Points cardinaux, en Cosmographie, sont les quatre intersections de l'horizon, avec le méridien et le premier vertical. Voyez POINT.

Il y en a deux, savoir, les intersections de l'horizon et du méridien, qu'on nomme nord et sud, ou nord et midy par rapport aux pôles vers lesquels ils se dirigent. Voyez NORD, SUD, MIDY.

Quant à la manière de déterminer ces points, voyez LIGNE MERIDIENNE.

Les deux autres, savoir, les intersections de l'horizon et du premier vertical, s'appellent est et ouest, ou levant et couchant, ou orient et occident. V. ces mots.
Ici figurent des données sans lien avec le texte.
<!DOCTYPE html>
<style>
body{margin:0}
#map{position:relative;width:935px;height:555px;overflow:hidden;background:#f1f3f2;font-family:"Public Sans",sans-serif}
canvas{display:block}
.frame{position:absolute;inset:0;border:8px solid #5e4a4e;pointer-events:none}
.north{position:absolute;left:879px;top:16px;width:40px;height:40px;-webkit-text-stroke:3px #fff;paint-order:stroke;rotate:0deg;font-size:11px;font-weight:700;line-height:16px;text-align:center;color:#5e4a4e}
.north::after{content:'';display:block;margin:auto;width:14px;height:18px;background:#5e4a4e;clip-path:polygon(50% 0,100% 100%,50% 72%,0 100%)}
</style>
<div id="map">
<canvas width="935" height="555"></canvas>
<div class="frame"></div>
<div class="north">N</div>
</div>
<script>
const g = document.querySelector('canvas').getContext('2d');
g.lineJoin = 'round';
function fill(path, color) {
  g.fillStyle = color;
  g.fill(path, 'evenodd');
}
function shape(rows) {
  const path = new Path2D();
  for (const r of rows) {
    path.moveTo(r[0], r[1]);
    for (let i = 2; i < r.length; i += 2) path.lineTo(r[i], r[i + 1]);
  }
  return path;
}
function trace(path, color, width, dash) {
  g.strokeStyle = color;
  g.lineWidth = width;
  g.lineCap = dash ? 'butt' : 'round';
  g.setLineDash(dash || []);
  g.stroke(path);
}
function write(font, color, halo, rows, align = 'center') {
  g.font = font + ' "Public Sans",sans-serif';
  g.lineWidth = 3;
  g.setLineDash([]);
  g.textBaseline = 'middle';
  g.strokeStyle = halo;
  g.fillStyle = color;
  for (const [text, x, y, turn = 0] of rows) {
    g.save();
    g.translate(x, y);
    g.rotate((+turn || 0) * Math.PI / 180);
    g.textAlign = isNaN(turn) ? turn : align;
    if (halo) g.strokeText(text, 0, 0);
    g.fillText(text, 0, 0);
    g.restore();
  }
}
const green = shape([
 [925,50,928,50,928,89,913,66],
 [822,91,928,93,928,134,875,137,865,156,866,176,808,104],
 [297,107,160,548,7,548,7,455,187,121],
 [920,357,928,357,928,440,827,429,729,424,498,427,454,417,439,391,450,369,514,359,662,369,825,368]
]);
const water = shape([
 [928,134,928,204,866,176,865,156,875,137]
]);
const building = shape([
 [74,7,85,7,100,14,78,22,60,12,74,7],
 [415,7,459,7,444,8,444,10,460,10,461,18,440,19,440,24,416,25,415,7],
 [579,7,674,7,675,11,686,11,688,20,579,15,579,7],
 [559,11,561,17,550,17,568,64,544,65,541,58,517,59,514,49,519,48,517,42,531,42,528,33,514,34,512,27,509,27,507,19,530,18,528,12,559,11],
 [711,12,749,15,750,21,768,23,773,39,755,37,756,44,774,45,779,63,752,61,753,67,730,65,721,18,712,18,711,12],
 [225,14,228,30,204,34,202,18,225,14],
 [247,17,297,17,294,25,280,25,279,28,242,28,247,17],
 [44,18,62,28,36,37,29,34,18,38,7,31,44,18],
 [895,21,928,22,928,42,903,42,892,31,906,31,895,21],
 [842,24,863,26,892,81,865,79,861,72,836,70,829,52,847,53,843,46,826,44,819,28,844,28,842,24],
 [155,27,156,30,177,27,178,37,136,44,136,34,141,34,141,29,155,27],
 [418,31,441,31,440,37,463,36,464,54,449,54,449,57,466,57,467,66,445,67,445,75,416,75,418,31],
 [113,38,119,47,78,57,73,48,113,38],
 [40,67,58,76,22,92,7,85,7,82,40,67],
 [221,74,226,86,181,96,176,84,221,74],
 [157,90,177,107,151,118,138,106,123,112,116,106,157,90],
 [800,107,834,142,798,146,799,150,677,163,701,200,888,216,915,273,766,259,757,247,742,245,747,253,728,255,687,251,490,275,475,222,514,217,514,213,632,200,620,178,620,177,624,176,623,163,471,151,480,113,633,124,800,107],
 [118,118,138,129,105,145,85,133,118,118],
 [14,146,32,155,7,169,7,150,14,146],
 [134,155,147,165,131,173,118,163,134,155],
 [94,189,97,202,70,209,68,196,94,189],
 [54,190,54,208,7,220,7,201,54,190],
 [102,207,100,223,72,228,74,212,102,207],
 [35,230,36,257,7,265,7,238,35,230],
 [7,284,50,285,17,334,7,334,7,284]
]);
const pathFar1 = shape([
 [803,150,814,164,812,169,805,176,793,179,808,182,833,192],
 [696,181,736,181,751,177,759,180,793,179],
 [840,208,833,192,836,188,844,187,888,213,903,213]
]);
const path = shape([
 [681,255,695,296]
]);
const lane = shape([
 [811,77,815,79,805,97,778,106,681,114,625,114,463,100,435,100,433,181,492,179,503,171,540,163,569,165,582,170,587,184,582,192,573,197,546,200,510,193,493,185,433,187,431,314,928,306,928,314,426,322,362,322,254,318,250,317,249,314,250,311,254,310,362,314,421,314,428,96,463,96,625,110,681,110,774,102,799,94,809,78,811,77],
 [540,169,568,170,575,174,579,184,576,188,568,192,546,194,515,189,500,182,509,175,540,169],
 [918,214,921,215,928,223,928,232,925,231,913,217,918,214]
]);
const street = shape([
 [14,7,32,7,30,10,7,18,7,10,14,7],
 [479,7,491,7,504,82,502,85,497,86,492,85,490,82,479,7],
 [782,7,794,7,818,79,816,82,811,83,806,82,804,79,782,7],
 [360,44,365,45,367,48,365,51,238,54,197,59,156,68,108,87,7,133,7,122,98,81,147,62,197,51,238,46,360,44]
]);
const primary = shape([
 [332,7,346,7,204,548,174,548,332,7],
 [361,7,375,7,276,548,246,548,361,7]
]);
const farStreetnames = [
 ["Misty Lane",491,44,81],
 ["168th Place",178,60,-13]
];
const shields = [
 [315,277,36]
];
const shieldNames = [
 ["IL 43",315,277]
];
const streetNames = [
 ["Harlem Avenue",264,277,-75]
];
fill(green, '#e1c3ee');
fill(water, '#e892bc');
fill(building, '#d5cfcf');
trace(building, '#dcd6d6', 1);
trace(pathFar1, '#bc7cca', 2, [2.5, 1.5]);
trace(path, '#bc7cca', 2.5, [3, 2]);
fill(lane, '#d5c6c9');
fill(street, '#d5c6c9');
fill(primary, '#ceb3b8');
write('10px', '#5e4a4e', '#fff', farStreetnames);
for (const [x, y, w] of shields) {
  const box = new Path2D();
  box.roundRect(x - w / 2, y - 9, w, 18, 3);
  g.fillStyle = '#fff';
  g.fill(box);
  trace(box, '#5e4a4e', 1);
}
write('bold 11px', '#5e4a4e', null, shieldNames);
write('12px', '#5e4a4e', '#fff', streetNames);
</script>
Les points cardinaux coïncident donc avec les quatre regions cardinales des cieux, et sont éloignés de quatre-vingt-dix degrés les uns des autres.

Les points intermédiaires s'appellent points collatéraux. Voyez POINTS COLLATERAUX.

Points cardinaux du ciel, se dit aussi quelquefois, mais plus rarement, du lever et du coucher du Soleil, du zénith et du nadir. Voyez LEVER, COUCHER, ZENITH et NADIR.

CARDINAUX, (vents) sont ceux qui soufflent des points cardinaux. Voyez VENT.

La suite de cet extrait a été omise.